Although part of the problems faced by the Polish minority in the region of Vilnius are being dealt with, it is difficult to solve all of them because new issues keep coming up, the Polish official said.
The vice-minister, who attended a back-to-school event at the House of Polish Culture in Vilnius, said that Lithuania is a friendly country and a close neighbor of Poland and that the two countries share "many regional and European policy concerns, especially in security".
"As to very practical issues, such as (Polish Education Minister Anna) Zalewska's visit and education, I make no secret of the fact that in my conversations with the Lithuanian prime minister, I emphasized that Poland's current politics would make efforts and would direct resources and actions toward ensuring that Poles in Lithuania become, not only declaratively, a very important element of the statehood of Lithuania," he said.
"The minister stressed the essential points -- it is necessary to have a perfect command of the language to ensure that Poles live full-fledge lives in the Republic of Lithuania."
The Polish official said that Warsaw is categorically opposed to any signs of or support to Soviet ideology.

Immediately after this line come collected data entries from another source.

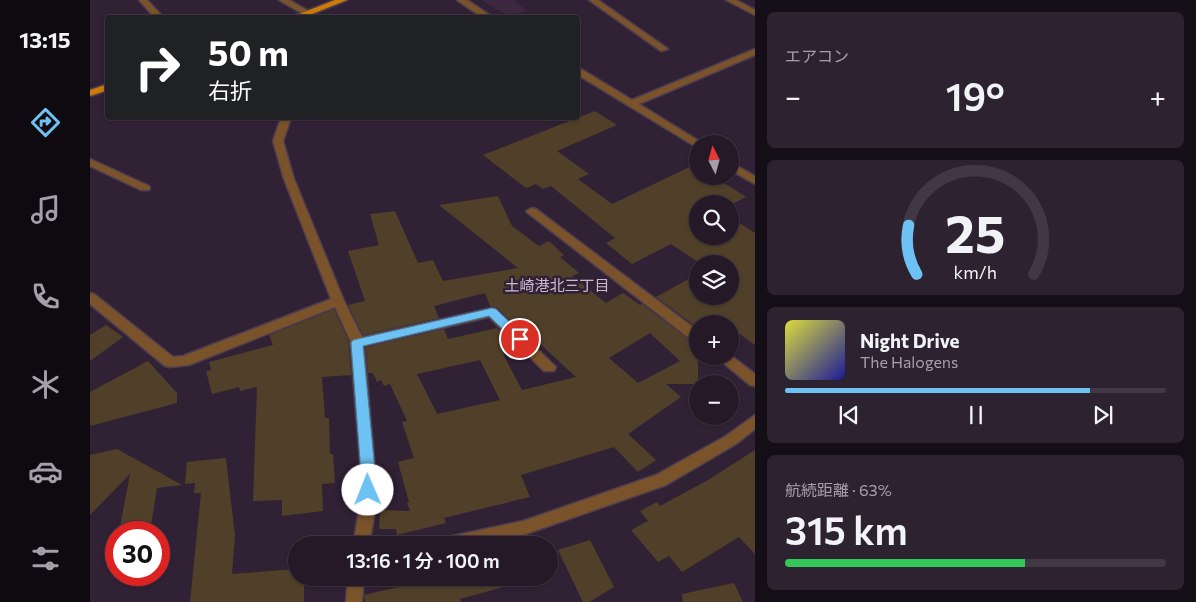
<!DOCTYPE html>
<html lang="ja">
<head>
<meta charset="utf-8">
<style>
  :root { --surface:#251928; --page:#2d2230; --text:#f1f3f6; --muted:#a3a0a8; --line:#423845; --accent:#6dc2f3 }
  body { margin:0; font-family:Commissioner,"Noto Sans JP",sans-serif; background:var(--page); color:var(--text); height:100vh; display:flex; flex-direction:column; font-size:19px; white-space:nowrap }
  * { box-sizing:border-box; margin:0 }
  p { font-size:16px; color:var(--muted) }
  .icon { flex:none; width:28px; height:28px; fill:none; stroke:currentColor; stroke-width:2; stroke-linecap:round; stroke-linejoin:round }
  .map { position:relative; flex:1; overflow:hidden }
  .details { display:flex; flex-direction:column; gap:12px; padding:12px; background:#140e16; width:441px }
  .details>* { flex:none }
  .banner { position:absolute; left:15px; top:15px; width:475px; height:105px; border-radius:5px; box-shadow:0 1px 4px #0004,0 0 0 1px var(--line); background:#202124; color:#fff; overflow:hidden }
  .needle { width:32px; rotate:354deg }
  .buttons { position:absolute; left:599px; top:135px; display:grid; gap:10px }
  .buttons a { display:grid; place-items:center; width:50px; height:50px; border-radius:50%; background:var(--surface); box-shadow:0 1px 4px #0004,0 0 0 1px var(--line); font-size:25px }
  .speed { position:absolute; left:15px; top:521px; display:flex; gap:10px; font-size:25px; font-weight:700; text-align:center }
  .speed>* { display:grid; place-content:center; width:65px; height:65px; border-radius:50%; background:var(--surface); box-shadow:0 1px 4px #0004,0 0 0 1px var(--line); line-height:1 }
  .speed .limit { border:8px solid #d22; background:#fff; color:#111 }
  .pin { position:absolute; display:grid; place-items:center; width:42px; height:42px; color:#fff; margin:-21px; border:2px solid #fff; border-radius:50%; box-shadow:0 1px 5px #0007 }
  .me { position:absolute; width:55px; margin:-28px; rotate:359deg; stroke-linejoin:round; filter:drop-shadow(0 0 4px #0008) }
  .turn { display:flex; align-items:center; gap:18px; height:105px; padding:0 20px; font-size:22px }
  .turn .icon { width:65px; height:65px; stroke-width:2.5 }
  .turn b { display:block; font-size:35px; line-height:42px }
  .big { font-size:38px; font-weight:600; line-height:1.1 }
  .details .tile { flex:1; display:flex; flex-direction:column; justify-content:center; gap:8px; min-width:0; padding:0 18px; border-radius:8px; background:var(--page) }
  .details .dial { align-items:center; gap:0 }
  .dial svg { height:130px; overflow:visible; fill:none; stroke:var(--line); stroke-width:7; stroke-linecap:round; text-anchor:middle }
  .dial text { fill:var(--text); stroke:none }
  .song { display:flex; align-items:center; gap:15px }
  .cover { width:60px; height:60px; border-radius:8px; background:linear-gradient(135deg,hsl(60 70% 55%),hsl(240 70% 35%)) }
  .played { height:5px; border-radius:2px; background:linear-gradient(90deg,var(--accent) 80%,var(--line) 80%) }
  .keys { display:flex; justify-content:space-around; direction:ltr }
  .heat { display:flex; justify-content:space-between; align-items:center; font-size:28px; direction:ltr }
  .charge { height:8px; border-radius:4px; background:linear-gradient(90deg,#34c759 63%,var(--line) 0) }
  .trip { position:absolute; left:198px; top:536px; width:270px; height:50px; border-radius:25px; background:var(--surface); box-shadow:0 1px 4px #0004,0 0 0 1px var(--line); font-weight:600; line-height:50px; text-align:center }
  main { display:flex; flex:1; min-height:0 }
  .dock { display:flex; flex-direction:column; width:90px; justify-content:space-around; align-items:center; background:#0f0a10; color:var(--muted) }
  .dock .icon { width:35px; height:35px }
  .dock .active { color:var(--accent) }
  .dock b { font-size:22px; color:var(--text) }
  .map>svg:first-child { display:block }
  .built { fill:#3c2841 }
  .building { fill:#504029; fill-rule:evenodd }
  .lines { fill:none; stroke-linecap:round; stroke-linejoin:round }
  .minor-casing { stroke:#4c3d50; stroke-width:3 }
  .major-casing { stroke:#4c3d50; stroke-width:3 }
  .minor { fill:#7b532a; fill-rule:evenodd }
  .major { fill:#ce7b05; fill-rule:evenodd }
  .route { fill:#6dc2f3; stroke:#477e9e }
  .labels { text-anchor:middle; dominant-baseline:central; stroke-width:5; stroke-linejoin:round; paint-order:stroke }
  .neighbourhood-label { font-size:15px; fill:#cdb8d2; stroke:#312135 }
</style>
</head>
<body>
<main>
<nav class="dock">
<b>13:15</b>
<svg class="icon active" aria-label="directions" viewBox="0 0 24 24"><path d="M12 3l9 9-9 9-9-9zM9 14v-3h6M13 9l2 2-2 2"/></svg>
<svg class="icon" aria-label="music" viewBox="0 0 24 24"><path d="M9 18V5l10-2v13"/><circle cx="6" cy="18" r="3"/><circle cx="16" cy="16" r="3"/></svg>
<svg class="icon" aria-label="phone" viewBox="0 0 24 24"><path d="M5 4h4l2 5-3 2q2 4 5 5l2-3 5 2v4C11 20 4 13 5 4z"/></svg>
<svg class="icon" aria-label="climate" viewBox="0 0 24 24"><path d="M12 3v18M4 7l16 10M4 17L20 7"/></svg>
<svg class="icon" aria-label="car" viewBox="0 0 24 24"><path d="M5 17H2v-5l4-1 3-4h7l3 4 3 1v5h-3M9 17h6M6 11h13"/><circle cx="7" cy="17" r="2"/><circle cx="17" cy="17" r="2"/></svg>
<svg class="icon" aria-label="filters" viewBox="0 0 24 24"><path d="M4 7h16M4 17h16"/><circle cx="9" cy="7" r="2"/><circle cx="15" cy="17" r="2"/></svg>
</nav>
<div class="map">
<svg width="665" height="602" viewBox="0 0 665 602">
  <rect width="100%" height="100%" fill="#312135"/>
  <path class="built" d="M391,0h34l12,11 -18,5z"/>
  <path class="building" d="M505,111l22,14 -60,26 32,23 -11,5 34,25 86,-41v13h15l33,21 -16,8v-1h-32v32h32v-19l25,16v112l-25,-18v-3h-32v4l-42,-31 42,-23v22h32v-32h-29l-30,-20 -39,20 -26,-21 9,-5 -64,-52 -8,3 -7,-5 -10,4 -43,-33z
    M408,196l14,30 27,20 10,-5 15,14 -4,2 19,16 -7,3 34,27 17,-10 17,12 2,-1 50,38 6,3v39h-32l15,13 -53,37 28,26 -18,12 -24,-25 -93,28 9,22 -86,21 2,5 -49,12 -1,-6h-17l1,-19 30,1 -3,-8 2,-1 -11,-40 16,-4 -12,-36 5,-1 -17,-37 -6,2 -3,-6 -4,2 -4,-9h-5l-2,-26 78,-18 4,10 49,-11 23,22 -17,4 19,36 54,-13 -36,-33 -4,1 -39,-37 -7,-2 -5,-13 -51,13 5,12 -76,17 -15,-30 17,-4 -17,-50 31,-6 -9,-31 25,-3 23,52 15,-3 10,21 75,-13 -79,-63zM560,333l30,28 -42,22 -29,-25zM390,360l20,40 -63,14 -20,-40z
    M244,309l14,31 3,35 -29,2 3,41h4l1,36h3l2,29 -13,1 1,27 -41,5v-16l-29,1 4,-114 -17,4 -1,-4 -27,7 -6,-23 5,-1 -2,-8 64,-17 -4,-10z
    M16,325l17,12 -33,24v-26z
    M58,361l29,32v10l-87,23v-34z
    M27,449l65,36 -25,3 -7,44h-31l11,-58 -40,41v-60z
    M665,450v104l-16,-17 -57,35 -13,-16 -11,6 -27,-32 17,-9 -8,-10 17,-9 3,4 48,-26z
    M136,458l9,78 -3,38 64,-5v9h6v4h2v20h-114l11,-109h-7l1,-10 -10,1 2,-22z
    M500,540l24,47 -25,15h-6l-25,-52z
    M348,578h79l1,5 -58,16 1,3h-96l-1,-7z
    M644,583l9,19h-60l-1,-8z"/>
  <g class="lines">
    <g class="minor-casing">
      <path id="minor" d="M49,0h8l17,18h-9z
        M189,0h10l32,18h-11z
        M367,0h10l27,18h-11z
        M499,0h9l70,49 -7,2z
        M636,0h10l19,10v5z
        M665,49v6l-116,49 63,39 -4,1v4l-120,-73v-7l3,1 51,31z
        M191,118h10l-8,23 11,38 50,122 18,36 130,-29 4,1 60,58 -2,4h-10l-55,-54 -125,29 10,114 2,45 -7,40h-16l7,-40v-45l-10,-120 -15,-33 -146,58 -19,2 -5,-1 -75,-62v-11l4,1 79,63 10,-1 148,-57 -47,-120 -11,-38z
        M0,159l59,27 1,2 -1,2h-8l-51,-24z
        M640,162l25,14v8l-25,-14z
        M442,208l4,1 162,122v12l-5,-2 -165,-128 -2,-2z
        M640,355l25,19v12l-5,-1 -35,-29z
        M665,415v14l-19,15 -70,41 -143,50 -46,10h-42l2,-5 6,-2 80,-17 133,-46 70,-39z
        M258,578h16l-2,24h-16z"/>
    </g>
    <g class="major-casing">
      <path id="major" d="M245,0h12l-45,18h-13z
        M18,84v6l-18,6v-6z"/>
    </g>
    <use href="#minor" class="minor"/>
    <use href="#major" class="major"/>
  </g>
  <path class="route" d="M402,308l4,1 28,27 2,3 -2,3h-8l-27,-26 -126,30 11,114 1,30 -2,4 -5,2 -5,-2 -2,-4 -1,-30 -9,-117 2,-3z"/>
  <g class="labels">
    <g class="neighbourhood-label">
      <text x="467" y="285">土崎港北三丁目</text>
    </g>
  </g>
</svg>
<div class="buttons">
<a><svg class="needle" viewBox="-14 -14 28 28"><path d="M0-13l5 13h-10z" fill="#e53935"/><path d="M0 13l5-13h-10z" fill="#a3a0a8"/></svg></a>
<a><svg class="icon" aria-label="search" viewBox="0 0 24 24"><circle cx="10" cy="10" r="6"/><path d="M15 15l6 6"/></svg></a>
<a><svg class="icon" aria-label="layers" viewBox="0 0 24 24"><path d="M12 4l9 5-9 5-9-5zM3 14l9 5 9-5"/></svg></a>
<a>+</a>
<a>−</a>
</div>
<div class="speed"><div class="limit">30</div></div>
<div class="pin" style="left:430px;top:339px;background:#d93025"><svg class="icon" aria-label="arrive" viewBox="0 0 24 24"><path d="M6 21V4h12l-3 4 3 4H6"/></svg></div>
<svg class="me" style="left:278px;top:490px" viewBox="-20 -20 40 40"><circle r="19" fill="#fff"/><path d="M0-13L10 11 0 6-10 11z" fill="#6dc2f3"/></svg>
<div class="trip">13:16 · 1 分 · 100 m</div>
<div class="banner">
<div class="turn"><svg class="icon" aria-label="right" viewBox="0 0 24 24"><path d="M7 20v-9h11M14 6l5 5-5 5"/></svg><div><b>50 m</b>右折</div></div>
</div>
</div>
<section class="details">
<div class="tile"><p>エアコン</p>
<div class="heat"><a>−</a><b class="big">19°</b><a>+</a></div>
</div>
<div class="tile dial"><svg viewBox="0 0 100 80">
<path d="M14 69A42 42 0 1 1 86 69"/>
<path d="M14 69A42 42 0 0 1 9 39" stroke="#6dc2f3"/>
<text x="50" y="56" font-size="32" font-weight="700">25</text>
<text x="50" y="72" font-size="11">km/h</text>
</svg></div>
<div class="tile">
<div class="song"><i class="cover"></i><div><b>Night Drive</b><p>The Halogens</p></div></div>
<div class="played"></div>
<div class="keys"><svg class="icon" aria-label="previous" viewBox="0 0 24 24"><path d="M18 5L8 12l10 7zM5 5v14"/></svg><svg class="icon" aria-label="pause" viewBox="0 0 24 24"><path d="M8 5v14M16 5v14"/></svg><svg class="icon" aria-label="next" viewBox="0 0 24 24"><path d="M6 5l10 7-10 7zM19 5v14"/></svg></div>
</div>
<div class="tile"><p>航続距離 · 63%</p><b class="big">315 km</b><div class="charge"></div></div>
</section>
</main>
</body>
</html>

"We cannot tolerate and we will not encourage continued existence of some relicts of the Soviet times, such as some bows or good feelings toward Soviet tradition and historiography," Papierz said.
"In Poland, we have also given an objective and unambiguous assessment of the period of criminal communist rule. If such elements emerge, especially among Poles in Lithuania, this is completely incomprehensible to us. No serious relations with the independent state of Lithuania can be based on such things," he added.
Leaders of the Electoral Action of Poles in Lithuania–Christian Families Alliance (LLRA-KŠS) have repeatedly taken part in May 9 celebrations of Soviet victory in World War Two in Vilnius.
In one of such events, Valdemar Tomaševski, the LLRA-KŠS leader, was seen wearing an orange-and-black St George's ribbon, a symbol now used by Russia-backed separatists in Eastern Ukraine.